Segment Open

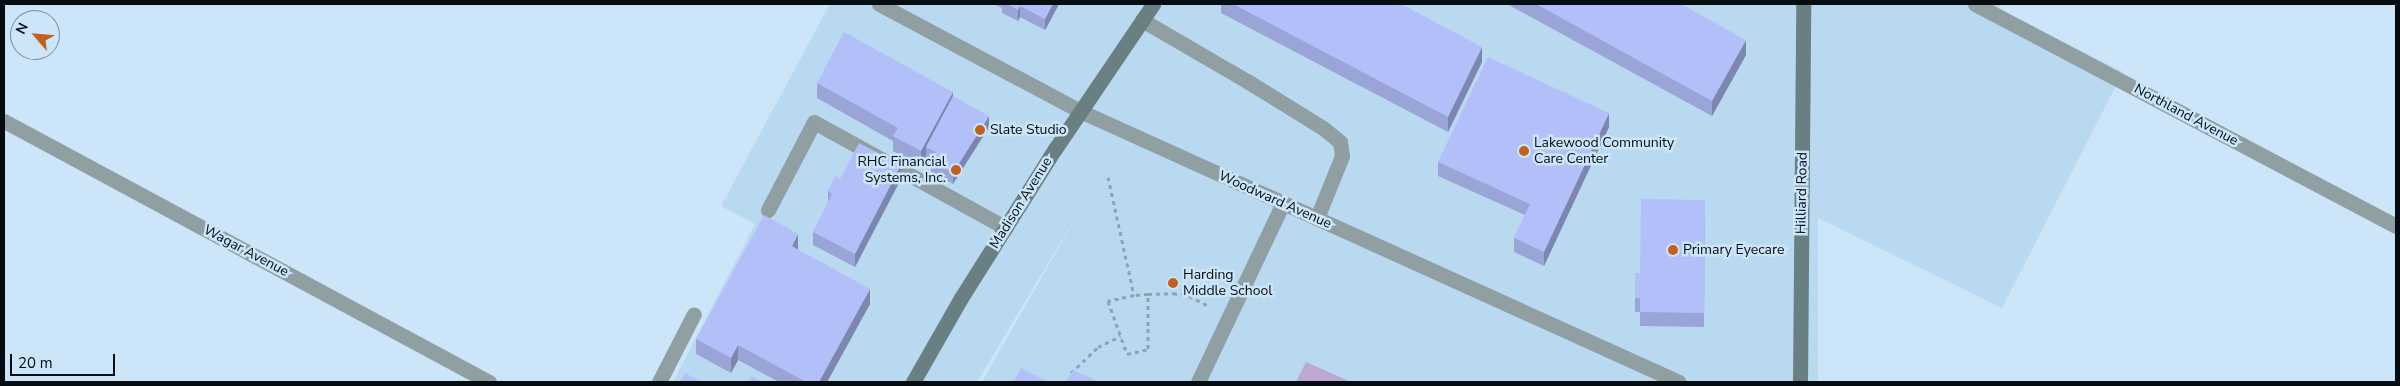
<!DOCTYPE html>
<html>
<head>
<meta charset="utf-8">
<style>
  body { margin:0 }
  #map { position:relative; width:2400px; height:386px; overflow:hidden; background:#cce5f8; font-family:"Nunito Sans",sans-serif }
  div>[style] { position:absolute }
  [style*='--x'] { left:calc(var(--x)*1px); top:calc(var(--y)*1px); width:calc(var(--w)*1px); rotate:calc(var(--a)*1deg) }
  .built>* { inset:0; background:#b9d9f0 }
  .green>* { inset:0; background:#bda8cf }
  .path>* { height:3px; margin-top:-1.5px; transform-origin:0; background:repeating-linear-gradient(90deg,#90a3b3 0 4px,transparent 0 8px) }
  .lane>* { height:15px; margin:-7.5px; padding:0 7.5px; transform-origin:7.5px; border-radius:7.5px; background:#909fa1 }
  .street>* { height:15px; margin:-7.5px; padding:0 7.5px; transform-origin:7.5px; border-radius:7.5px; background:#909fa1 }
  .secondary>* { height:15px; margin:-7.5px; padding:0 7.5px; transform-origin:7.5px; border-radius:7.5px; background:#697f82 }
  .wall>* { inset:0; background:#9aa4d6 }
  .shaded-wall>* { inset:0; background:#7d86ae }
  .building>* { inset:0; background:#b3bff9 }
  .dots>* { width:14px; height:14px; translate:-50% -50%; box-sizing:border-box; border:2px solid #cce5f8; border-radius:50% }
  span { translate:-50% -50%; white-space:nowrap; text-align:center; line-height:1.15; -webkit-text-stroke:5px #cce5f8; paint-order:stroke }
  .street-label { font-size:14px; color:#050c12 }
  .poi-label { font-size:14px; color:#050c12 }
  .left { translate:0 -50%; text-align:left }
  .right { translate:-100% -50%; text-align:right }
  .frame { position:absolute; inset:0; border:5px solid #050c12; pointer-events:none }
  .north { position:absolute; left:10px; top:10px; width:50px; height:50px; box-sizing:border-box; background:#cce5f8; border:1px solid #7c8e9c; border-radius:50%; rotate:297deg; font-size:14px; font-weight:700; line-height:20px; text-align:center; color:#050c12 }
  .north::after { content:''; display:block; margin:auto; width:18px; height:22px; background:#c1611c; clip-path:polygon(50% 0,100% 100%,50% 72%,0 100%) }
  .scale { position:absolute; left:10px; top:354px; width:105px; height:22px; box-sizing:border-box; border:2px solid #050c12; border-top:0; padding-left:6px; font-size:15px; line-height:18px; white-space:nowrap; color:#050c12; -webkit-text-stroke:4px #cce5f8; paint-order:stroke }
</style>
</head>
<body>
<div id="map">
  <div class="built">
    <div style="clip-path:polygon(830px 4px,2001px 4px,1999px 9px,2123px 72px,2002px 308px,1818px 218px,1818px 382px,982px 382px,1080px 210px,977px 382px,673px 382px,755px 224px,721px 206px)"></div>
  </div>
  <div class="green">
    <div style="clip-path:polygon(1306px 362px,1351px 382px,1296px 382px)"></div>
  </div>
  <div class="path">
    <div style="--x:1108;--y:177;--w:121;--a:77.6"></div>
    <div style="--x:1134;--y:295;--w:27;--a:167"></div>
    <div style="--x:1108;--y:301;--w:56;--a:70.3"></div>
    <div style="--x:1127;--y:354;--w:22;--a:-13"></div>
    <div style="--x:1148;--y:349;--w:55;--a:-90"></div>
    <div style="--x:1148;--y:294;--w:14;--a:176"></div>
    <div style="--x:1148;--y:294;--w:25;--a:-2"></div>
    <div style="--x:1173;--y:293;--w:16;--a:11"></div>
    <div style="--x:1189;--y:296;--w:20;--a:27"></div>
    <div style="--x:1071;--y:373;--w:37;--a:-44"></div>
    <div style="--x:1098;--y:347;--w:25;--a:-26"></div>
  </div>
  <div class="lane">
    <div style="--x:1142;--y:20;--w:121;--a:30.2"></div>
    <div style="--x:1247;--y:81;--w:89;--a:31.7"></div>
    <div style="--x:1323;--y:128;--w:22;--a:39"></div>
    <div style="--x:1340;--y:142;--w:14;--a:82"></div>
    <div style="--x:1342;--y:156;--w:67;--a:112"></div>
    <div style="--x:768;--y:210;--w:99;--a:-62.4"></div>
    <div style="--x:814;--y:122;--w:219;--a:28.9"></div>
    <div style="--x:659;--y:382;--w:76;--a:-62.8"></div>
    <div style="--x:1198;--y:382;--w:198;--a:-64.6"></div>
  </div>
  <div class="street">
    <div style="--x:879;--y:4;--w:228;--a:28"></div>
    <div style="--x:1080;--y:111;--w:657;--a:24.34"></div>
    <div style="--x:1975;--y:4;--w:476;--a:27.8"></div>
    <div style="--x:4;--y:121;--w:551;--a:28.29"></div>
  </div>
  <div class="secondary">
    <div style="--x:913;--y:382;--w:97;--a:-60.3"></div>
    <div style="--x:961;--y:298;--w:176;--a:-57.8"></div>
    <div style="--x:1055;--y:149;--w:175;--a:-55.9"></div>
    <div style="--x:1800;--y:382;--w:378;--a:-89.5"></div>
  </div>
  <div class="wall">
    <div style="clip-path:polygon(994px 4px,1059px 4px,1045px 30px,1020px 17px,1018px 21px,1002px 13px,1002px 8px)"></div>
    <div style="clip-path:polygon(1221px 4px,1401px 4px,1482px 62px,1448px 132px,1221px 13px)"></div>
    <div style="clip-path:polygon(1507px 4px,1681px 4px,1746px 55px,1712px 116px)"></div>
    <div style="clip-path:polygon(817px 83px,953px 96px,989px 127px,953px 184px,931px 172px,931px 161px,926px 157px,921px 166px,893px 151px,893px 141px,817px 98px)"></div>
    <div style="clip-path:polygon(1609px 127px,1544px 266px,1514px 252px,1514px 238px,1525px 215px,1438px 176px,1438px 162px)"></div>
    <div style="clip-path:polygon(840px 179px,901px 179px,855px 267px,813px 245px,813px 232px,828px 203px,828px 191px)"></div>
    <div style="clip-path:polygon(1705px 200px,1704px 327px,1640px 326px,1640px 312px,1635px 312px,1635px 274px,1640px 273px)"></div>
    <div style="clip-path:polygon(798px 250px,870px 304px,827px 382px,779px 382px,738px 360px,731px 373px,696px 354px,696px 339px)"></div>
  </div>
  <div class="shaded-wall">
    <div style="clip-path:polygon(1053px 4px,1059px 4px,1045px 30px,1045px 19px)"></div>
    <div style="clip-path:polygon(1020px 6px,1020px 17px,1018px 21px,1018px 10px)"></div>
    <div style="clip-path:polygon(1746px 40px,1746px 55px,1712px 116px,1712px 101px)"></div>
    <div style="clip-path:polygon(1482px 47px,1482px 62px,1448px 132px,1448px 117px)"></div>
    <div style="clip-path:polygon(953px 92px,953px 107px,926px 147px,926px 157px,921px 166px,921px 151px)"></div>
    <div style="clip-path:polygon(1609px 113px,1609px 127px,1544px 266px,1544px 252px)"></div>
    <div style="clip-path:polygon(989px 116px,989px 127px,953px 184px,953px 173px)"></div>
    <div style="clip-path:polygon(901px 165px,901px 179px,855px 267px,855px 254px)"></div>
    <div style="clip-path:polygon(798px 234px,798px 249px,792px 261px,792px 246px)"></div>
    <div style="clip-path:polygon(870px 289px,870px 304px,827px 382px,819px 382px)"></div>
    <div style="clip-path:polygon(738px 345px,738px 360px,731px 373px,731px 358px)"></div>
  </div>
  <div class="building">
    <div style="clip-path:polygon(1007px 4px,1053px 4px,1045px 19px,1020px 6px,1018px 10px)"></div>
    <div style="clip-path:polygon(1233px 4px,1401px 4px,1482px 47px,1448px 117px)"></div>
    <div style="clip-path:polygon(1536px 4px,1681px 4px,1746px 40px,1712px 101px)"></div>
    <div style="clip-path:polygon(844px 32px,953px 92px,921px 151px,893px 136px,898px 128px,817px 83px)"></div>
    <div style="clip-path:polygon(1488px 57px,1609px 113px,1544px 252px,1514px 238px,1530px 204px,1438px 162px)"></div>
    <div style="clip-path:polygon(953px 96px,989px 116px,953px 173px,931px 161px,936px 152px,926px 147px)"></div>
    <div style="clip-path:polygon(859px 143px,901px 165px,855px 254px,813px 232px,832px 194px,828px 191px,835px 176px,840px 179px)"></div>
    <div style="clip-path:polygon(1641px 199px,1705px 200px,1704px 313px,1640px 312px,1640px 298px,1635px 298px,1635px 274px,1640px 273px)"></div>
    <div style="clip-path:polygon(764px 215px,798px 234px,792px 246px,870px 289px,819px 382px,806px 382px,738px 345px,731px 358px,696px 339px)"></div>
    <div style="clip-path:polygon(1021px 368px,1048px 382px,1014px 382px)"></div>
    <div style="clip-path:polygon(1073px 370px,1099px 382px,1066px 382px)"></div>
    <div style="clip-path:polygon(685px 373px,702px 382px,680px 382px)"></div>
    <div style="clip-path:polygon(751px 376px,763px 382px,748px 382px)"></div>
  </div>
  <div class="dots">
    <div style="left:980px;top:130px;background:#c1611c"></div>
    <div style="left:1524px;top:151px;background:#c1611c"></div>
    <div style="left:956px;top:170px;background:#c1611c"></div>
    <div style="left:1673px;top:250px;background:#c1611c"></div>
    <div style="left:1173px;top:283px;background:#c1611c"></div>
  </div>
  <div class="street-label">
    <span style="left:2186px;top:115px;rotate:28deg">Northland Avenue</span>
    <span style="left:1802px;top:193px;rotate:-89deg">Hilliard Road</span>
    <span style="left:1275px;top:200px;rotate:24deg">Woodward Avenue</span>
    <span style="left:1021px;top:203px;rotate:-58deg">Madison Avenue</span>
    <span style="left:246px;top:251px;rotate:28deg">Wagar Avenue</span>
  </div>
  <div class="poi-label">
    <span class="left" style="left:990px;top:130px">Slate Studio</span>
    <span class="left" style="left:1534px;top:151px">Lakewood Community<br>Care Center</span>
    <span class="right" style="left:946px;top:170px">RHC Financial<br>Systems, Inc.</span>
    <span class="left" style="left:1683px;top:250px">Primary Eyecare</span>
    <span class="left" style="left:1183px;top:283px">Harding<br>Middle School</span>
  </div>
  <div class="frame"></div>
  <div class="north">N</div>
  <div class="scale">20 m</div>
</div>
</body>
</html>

Segment Closed

TASK TO COMPLETE: Your answer must be an exact copy of the lines from the start of the entries through the line with "width:14px; height:14px; translate:-50%", with no pictures.

WRITTEN RESPONSE:
<!DOCTYPE html>
<html>
<head>
<meta charset="utf-8">
<style>
  body { margin:0 }
  #map { position:relative; width:2400px; height:386px; overflow:hidden; background:#cce5f8; font-family:"Nunito Sans",sans-serif }
  div>[style] { position:absolute }
  [style*='--x'] { left:calc(var(--x)*1px); top:calc(var(--y)*1px); width:calc(var(--w)*1px); rotate:calc(var(--a)*1deg) }
  .built>* { inset:0; background:#b9d9f0 }
  .green>* { inset:0; background:#bda8cf }
  .path>* { height:3px; margin-top:-1.5px; transform-origin:0; background:repeating-linear-gradient(90deg,#90a3b3 0 4px,transparent 0 8px) }
  .lane>* { height:15px; margin:-7.5px; padding:0 7.5px; transform-origin:7.5px; border-radius:7.5px; background:#909fa1 }
  .street>* { height:15px; margin:-7.5px; padding:0 7.5px; transform-origin:7.5px; border-radius:7.5px; background:#909fa1 }
  .secondary>* { height:15px; margin:-7.5px; padding:0 7.5px; transform-origin:7.5px; border-radius:7.5px; background:#697f82 }
  .wall>* { inset:0; background:#9aa4d6 }
  .shaded-wall>* { inset:0; background:#7d86ae }
  .building>* { inset:0; background:#b3bff9 }
  .dots>* { width:14px; height:14px; translate:-50% -50%; box-sizing:border-box; border:2px solid #cce5f8; border-radius:50% }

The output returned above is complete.